Aim of the task:
Nothing but the lines from the one containing "Annotate the map" through the end of the data should be output, each reproduced exactly.

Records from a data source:
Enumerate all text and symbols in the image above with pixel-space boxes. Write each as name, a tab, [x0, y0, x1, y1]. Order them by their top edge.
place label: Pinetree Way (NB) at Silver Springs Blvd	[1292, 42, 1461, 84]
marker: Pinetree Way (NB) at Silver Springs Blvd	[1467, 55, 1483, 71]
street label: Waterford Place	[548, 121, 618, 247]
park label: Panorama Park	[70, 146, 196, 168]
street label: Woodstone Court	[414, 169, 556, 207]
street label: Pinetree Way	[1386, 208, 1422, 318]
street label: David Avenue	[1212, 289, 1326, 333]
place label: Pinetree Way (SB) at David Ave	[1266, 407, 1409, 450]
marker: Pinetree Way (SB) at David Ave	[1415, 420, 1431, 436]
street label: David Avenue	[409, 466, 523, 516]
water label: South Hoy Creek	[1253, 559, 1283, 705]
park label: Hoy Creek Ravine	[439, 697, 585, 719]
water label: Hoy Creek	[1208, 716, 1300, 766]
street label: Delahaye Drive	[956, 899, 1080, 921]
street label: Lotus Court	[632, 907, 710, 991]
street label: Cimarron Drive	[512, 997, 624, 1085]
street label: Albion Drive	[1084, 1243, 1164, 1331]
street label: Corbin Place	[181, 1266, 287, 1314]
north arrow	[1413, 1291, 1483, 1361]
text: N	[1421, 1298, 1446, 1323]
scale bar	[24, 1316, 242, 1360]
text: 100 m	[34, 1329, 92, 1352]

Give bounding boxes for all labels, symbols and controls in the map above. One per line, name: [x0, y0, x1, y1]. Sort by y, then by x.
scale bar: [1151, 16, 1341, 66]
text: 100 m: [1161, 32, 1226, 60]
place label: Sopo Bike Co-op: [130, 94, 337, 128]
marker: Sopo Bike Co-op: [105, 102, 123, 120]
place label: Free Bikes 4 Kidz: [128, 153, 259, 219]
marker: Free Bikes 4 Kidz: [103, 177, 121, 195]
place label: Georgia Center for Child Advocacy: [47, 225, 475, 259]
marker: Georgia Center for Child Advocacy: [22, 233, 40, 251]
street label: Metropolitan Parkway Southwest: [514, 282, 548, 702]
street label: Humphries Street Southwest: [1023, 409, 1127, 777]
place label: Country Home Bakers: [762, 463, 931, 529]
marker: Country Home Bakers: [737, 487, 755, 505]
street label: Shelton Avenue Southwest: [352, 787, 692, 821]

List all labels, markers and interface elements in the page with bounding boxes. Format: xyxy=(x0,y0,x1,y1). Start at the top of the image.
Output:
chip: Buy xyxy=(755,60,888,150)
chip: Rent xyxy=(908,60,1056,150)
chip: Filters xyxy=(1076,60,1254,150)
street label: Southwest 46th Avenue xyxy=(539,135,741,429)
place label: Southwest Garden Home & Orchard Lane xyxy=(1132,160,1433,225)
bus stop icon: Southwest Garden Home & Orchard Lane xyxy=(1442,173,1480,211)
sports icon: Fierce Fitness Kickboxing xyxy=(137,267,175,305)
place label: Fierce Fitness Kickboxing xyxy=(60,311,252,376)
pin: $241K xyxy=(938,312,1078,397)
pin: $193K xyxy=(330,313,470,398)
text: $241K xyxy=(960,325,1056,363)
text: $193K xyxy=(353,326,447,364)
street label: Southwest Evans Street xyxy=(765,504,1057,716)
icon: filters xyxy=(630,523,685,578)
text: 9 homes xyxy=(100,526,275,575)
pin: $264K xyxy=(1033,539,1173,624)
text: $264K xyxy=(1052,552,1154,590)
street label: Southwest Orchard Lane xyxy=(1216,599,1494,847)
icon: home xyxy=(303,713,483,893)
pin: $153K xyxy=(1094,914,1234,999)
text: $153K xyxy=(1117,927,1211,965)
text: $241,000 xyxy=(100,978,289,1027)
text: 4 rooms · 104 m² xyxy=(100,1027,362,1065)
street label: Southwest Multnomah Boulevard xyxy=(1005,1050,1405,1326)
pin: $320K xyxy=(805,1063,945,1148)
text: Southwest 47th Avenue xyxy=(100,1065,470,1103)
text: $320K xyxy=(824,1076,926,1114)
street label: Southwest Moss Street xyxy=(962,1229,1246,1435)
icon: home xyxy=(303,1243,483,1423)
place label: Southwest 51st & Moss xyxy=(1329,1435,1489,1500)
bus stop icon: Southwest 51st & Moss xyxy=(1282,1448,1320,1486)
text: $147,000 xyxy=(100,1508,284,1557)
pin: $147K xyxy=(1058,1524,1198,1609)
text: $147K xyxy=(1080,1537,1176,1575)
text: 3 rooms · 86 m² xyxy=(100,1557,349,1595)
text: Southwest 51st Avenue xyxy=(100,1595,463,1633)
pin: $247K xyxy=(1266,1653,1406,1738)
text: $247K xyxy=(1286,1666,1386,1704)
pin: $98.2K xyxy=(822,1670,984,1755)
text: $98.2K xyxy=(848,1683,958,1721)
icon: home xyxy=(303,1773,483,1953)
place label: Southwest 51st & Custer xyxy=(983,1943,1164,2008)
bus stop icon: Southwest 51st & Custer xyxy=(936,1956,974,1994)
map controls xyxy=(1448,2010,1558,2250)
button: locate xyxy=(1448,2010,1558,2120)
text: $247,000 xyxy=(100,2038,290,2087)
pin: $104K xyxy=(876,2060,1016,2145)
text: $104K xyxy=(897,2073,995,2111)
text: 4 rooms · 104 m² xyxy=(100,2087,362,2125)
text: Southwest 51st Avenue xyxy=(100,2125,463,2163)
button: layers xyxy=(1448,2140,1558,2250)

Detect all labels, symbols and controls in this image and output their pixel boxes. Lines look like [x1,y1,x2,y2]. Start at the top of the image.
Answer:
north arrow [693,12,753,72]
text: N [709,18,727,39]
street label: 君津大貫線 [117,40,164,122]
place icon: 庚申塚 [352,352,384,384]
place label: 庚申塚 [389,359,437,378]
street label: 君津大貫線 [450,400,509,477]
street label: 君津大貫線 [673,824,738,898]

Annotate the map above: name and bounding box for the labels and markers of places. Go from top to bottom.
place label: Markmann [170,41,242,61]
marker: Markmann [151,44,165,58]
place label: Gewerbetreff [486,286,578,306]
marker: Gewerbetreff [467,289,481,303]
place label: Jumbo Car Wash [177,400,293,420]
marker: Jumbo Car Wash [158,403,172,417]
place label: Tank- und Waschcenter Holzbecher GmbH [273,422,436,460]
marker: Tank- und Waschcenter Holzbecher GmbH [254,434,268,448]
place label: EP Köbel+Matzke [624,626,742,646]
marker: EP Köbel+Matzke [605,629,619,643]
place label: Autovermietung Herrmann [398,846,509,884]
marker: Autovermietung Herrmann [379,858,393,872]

Solution to this task:
Annotate the map above: name and bounding box for the labels and markers of places. Go from top to bottom.
place label: Markmann [170,41,242,61]
marker: Markmann [151,44,165,58]
place label: Gewerbetreff [486,286,578,306]
marker: Gewerbetreff [467,289,481,303]
place label: Jumbo Car Wash [177,400,293,420]
marker: Jumbo Car Wash [158,403,172,417]
place label: Tank- und Waschcenter Holzbecher GmbH [273,422,436,460]
marker: Tank- und Waschcenter Holzbecher GmbH [254,434,268,448]
place label: EP Köbel+Matzke [624,626,742,646]
marker: EP Köbel+Matzke [605,629,619,643]
place label: Autovermietung Herrmann [398,846,509,884]
marker: Autovermietung Herrmann [379,858,393,872]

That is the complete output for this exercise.